▶ TASK DETAILS: The answer is to be all of the data below, reproduced exactly.

(Dataset entries)
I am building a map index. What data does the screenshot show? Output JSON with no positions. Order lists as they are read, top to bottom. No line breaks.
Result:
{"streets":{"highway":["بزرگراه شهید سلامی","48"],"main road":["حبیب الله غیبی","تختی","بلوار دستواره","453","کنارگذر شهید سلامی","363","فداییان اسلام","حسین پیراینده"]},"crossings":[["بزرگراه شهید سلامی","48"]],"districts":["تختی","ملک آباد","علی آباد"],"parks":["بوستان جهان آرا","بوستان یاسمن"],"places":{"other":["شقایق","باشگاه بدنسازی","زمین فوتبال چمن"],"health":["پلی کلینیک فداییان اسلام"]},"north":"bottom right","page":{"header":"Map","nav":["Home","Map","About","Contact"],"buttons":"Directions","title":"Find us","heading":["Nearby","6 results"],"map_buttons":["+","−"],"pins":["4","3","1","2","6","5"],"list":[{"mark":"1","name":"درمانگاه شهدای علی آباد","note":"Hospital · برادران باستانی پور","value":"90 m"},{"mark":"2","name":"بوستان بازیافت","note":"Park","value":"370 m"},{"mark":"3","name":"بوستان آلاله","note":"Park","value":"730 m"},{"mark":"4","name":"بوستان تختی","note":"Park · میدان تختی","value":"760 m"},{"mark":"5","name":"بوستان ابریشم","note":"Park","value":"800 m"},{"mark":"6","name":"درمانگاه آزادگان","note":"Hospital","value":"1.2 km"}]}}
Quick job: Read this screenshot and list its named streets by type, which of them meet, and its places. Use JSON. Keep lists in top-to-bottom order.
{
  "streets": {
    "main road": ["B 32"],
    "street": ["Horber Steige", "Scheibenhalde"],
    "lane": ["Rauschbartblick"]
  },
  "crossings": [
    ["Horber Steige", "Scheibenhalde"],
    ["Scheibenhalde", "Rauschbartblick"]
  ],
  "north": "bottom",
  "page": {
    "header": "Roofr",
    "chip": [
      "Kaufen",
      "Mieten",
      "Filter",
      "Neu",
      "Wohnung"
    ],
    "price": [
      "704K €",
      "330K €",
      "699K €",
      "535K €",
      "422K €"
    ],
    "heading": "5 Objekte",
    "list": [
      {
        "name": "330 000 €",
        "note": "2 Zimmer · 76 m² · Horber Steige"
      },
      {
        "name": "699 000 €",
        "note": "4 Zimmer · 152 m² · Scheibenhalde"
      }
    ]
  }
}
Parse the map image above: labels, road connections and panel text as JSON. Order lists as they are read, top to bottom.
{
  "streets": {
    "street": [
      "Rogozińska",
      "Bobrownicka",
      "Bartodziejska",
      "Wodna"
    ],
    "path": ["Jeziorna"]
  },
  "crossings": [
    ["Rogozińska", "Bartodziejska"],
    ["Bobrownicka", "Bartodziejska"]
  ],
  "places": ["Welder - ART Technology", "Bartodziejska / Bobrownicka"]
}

▶ RESPONSE TO THE EXERCISE:
I am building a map index. What data does the screenshot show? Output JSON with no positions. Order lists as they are read, top to bottom. No line breaks.
Result:
{"streets":{"highway":["بزرگراه شهید سلامی","48"],"main road":["حبیب الله غیبی","تختی","بلوار دستواره","453","کنارگذر شهید سلامی","363","فداییان اسلام","حسین پیراینده"]},"crossings":[["بزرگراه شهید سلامی","48"]],"districts":["تختی","ملک آباد","علی آباد"],"parks":["بوستان جهان آرا","بوستان یاسمن"],"places":{"other":["شقایق","باشگاه بدنسازی","زمین فوتبال چمن"],"health":["پلی کلینیک فداییان اسلام"]},"north":"bottom right","page":{"header":"Map","nav":["Home","Map","About","Contact"],"buttons":"Directions","title":"Find us","heading":["Nearby","6 results"],"map_buttons":["+","−"],"pins":["4","3","1","2","6","5"],"list":[{"mark":"1","name":"درمانگاه شهدای علی آباد","note":"Hospital · برادران باستانی پور","value":"90 m"},{"mark":"2","name":"بوستان بازیافت","note":"Park","value":"370 m"},{"mark":"3","name":"بوستان آلاله","note":"Park","value":"730 m"},{"mark":"4","name":"بوستان تختی","note":"Park · میدان تختی","value":"760 m"},{"mark":"5","name":"بوستان ابریشم","note":"Park","value":"800 m"},{"mark":"6","name":"درمانگاه آزادگان","note":"Hospital","value":"1.2 km"}]}}
Quick job: Read this screenshot and list its named streets by type, which of them meet, and its places. Use JSON. Keep lists in top-to-bottom order.
{
  "streets": {
    "main road": ["B 32"],
    "street": ["Horber Steige", "Scheibenhalde"],
    "lane": ["Rauschbartblick"]
  },
  "crossings": [
    ["Horber Steige", "Scheibenhalde"],
    ["Scheibenhalde", "Rauschbartblick"]
  ],
  "north": "bottom",
  "page": {
    "header": "Roofr",
    "chip": [
      "Kaufen",
      "Mieten",
      "Filter",
      "Neu",
      "Wohnung"
    ],
    "price": [
      "704K €",
      "330K €",
      "699K €",
      "535K €",
      "422K €"
    ],
    "heading": "5 Objekte",
    "list": [
      {
        "name": "330 000 €",
        "note": "2 Zimmer · 76 m² · Horber Steige"
      },
      {
        "name": "699 000 €",
        "note": "4 Zimmer · 152 m² · Scheibenhalde"
      }
    ]
  }
}
Parse the map image above: labels, road connections and panel text as JSON. Order lists as they are read, top to bottom.
{
  "streets": {
    "street": [
      "Rogozińska",
      "Bobrownicka",
      "Bartodziejska",
      "Wodna"
    ],
    "path": ["Jeziorna"]
  },
  "crossings": [
    ["Rogozińska", "Bartodziejska"],
    ["Bobrownicka", "Bartodziejska"]
  ],
  "places": ["Welder - ART Technology", "Bartodziejska / Bobrownicka"]
}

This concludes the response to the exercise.